After the line containing "0 4px,transparent 0", write nothing more; before it, reproduce every line of the material below exactly, starting with the first.

Supplied records:
--------------------------------
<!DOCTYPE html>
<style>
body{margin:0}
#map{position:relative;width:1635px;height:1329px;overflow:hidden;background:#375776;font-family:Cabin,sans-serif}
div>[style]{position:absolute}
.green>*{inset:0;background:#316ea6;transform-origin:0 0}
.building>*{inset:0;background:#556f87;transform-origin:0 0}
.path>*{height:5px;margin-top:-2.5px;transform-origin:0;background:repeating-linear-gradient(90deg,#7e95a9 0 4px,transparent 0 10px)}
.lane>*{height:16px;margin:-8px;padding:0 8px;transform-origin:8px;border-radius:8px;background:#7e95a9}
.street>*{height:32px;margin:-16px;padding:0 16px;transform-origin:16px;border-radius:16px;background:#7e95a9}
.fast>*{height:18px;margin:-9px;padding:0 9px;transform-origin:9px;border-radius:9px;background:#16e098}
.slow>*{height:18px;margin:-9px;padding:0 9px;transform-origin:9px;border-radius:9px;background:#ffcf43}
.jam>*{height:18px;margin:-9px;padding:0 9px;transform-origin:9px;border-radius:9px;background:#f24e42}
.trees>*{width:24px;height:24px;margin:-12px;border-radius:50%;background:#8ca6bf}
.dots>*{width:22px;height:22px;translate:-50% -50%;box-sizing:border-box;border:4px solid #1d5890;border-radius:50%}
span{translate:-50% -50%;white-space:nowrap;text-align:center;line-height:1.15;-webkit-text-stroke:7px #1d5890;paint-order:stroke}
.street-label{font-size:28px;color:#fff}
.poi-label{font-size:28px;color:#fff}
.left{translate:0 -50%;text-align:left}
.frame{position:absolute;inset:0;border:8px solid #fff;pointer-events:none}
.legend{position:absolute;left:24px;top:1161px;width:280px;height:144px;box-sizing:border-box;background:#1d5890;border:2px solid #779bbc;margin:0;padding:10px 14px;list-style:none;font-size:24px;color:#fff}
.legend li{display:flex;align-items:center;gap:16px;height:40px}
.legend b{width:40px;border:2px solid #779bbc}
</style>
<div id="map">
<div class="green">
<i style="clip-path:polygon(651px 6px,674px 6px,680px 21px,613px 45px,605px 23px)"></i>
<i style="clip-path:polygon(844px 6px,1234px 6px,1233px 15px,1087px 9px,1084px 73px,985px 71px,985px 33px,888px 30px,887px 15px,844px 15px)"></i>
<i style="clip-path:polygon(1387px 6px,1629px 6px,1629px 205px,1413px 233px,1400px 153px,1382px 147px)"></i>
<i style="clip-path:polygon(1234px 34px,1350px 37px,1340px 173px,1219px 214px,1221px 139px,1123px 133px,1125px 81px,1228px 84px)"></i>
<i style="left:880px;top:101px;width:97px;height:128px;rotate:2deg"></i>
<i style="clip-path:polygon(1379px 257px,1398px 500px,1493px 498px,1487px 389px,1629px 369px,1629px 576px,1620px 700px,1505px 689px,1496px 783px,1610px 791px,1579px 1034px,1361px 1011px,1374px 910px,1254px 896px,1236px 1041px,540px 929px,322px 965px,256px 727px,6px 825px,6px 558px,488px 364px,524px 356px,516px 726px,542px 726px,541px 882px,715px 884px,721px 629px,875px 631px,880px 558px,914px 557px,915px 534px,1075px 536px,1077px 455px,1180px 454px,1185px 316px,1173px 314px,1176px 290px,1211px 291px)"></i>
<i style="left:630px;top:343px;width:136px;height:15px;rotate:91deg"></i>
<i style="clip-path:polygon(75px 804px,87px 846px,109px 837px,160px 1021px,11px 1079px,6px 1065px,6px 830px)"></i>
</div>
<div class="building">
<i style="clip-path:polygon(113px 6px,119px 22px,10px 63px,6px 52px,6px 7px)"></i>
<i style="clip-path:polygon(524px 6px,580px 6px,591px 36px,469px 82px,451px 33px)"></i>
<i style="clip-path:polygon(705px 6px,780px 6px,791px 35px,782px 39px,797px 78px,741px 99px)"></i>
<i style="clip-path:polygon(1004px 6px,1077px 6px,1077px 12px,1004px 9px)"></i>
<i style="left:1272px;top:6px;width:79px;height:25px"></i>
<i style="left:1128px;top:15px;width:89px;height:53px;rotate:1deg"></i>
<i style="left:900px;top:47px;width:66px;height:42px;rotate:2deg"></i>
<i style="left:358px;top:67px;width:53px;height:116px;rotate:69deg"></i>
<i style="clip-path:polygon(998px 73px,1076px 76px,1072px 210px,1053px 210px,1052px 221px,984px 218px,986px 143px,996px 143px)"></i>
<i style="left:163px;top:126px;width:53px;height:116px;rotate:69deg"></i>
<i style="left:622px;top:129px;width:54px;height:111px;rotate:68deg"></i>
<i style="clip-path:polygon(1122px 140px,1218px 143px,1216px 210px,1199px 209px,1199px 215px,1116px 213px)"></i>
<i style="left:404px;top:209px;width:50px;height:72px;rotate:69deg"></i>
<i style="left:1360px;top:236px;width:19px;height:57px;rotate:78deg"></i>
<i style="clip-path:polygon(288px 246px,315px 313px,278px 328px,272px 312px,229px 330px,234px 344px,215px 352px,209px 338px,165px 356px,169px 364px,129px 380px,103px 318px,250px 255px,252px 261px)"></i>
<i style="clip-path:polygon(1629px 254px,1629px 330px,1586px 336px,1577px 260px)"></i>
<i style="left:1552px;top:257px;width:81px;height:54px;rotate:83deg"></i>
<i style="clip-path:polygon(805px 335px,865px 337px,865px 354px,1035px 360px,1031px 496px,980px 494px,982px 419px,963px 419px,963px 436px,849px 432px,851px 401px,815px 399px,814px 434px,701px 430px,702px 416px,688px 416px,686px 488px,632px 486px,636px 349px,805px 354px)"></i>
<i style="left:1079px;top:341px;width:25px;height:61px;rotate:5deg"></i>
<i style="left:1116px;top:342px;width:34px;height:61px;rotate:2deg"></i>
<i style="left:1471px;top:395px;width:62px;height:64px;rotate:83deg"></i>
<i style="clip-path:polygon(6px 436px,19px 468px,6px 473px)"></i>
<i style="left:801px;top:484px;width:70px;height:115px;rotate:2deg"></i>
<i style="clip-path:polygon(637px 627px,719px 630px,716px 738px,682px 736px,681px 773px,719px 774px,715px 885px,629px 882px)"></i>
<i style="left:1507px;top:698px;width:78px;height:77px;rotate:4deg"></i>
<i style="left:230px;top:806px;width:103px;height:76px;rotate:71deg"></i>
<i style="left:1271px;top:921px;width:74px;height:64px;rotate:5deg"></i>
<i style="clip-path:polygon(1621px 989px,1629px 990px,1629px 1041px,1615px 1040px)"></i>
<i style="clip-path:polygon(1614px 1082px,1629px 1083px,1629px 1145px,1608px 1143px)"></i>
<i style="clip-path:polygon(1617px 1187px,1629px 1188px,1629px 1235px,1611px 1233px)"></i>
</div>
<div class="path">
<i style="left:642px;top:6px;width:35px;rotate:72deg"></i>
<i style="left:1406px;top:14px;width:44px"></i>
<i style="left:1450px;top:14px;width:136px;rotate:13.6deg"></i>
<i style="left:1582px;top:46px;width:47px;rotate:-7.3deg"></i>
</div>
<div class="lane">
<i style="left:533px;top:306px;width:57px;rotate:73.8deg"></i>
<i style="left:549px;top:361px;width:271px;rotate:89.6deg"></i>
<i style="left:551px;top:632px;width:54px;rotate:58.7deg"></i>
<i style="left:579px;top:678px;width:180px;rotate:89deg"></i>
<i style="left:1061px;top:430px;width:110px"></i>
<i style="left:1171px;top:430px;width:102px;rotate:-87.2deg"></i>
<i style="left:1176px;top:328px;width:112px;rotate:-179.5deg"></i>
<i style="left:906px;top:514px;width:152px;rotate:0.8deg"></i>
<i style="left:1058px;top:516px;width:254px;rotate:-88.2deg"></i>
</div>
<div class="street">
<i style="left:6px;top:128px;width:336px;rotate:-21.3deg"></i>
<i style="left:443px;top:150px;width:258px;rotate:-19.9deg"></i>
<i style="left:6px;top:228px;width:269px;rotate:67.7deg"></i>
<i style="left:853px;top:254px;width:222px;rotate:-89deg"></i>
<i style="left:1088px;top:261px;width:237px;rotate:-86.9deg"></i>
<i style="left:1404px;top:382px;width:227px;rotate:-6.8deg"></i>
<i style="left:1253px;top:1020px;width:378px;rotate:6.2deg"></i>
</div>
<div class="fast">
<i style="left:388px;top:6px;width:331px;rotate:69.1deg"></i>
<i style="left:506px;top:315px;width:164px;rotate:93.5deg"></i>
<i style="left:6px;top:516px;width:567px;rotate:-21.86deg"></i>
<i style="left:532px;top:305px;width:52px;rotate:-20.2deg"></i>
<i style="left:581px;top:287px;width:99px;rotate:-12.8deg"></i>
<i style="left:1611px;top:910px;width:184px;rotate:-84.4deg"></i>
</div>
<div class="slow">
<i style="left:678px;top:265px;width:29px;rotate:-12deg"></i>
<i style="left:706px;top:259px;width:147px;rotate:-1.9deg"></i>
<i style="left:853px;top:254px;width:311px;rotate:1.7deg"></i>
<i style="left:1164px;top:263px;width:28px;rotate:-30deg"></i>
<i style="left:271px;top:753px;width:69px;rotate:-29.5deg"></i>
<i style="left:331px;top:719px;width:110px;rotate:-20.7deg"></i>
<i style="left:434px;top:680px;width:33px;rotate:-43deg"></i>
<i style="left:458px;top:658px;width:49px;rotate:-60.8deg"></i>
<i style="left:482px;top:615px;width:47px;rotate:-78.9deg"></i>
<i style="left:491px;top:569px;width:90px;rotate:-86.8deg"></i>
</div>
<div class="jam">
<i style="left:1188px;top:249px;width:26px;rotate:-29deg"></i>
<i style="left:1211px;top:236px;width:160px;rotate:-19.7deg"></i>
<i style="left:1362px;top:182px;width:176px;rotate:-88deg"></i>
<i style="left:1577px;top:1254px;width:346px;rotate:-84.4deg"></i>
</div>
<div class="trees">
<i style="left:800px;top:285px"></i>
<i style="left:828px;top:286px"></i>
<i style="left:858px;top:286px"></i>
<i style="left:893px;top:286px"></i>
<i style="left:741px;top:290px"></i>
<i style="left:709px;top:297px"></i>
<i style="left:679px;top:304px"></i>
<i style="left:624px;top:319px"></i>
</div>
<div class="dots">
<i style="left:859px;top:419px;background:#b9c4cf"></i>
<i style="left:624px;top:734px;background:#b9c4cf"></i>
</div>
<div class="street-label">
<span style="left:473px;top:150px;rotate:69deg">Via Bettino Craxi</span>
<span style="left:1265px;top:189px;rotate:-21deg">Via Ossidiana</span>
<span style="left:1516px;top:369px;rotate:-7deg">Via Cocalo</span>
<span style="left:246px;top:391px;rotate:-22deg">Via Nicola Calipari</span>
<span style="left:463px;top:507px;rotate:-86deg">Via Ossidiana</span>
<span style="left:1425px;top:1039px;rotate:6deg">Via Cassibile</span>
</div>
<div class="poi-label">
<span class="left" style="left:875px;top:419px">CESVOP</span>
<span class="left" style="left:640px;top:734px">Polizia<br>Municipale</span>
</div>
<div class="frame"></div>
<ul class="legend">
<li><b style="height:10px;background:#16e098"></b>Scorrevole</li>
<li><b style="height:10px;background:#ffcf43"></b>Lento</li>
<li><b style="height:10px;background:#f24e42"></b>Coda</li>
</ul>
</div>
--------------------------------
Exercise result:
<!DOCTYPE html>
<style>
body{margin:0}
#map{position:relative;width:1635px;height:1329px;overflow:hidden;background:#375776;font-family:Cabin,sans-serif}
div>[style]{position:absolute}
.green>*{inset:0;background:#316ea6;transform-origin:0 0}
.building>*{inset:0;background:#556f87;transform-origin:0 0}
.path>*{height:5px;margin-top:-2.5px;transform-origin:0;background:repeating-linear-gradient(90deg,#7e95a9 0 4px,transparent 0 10px)}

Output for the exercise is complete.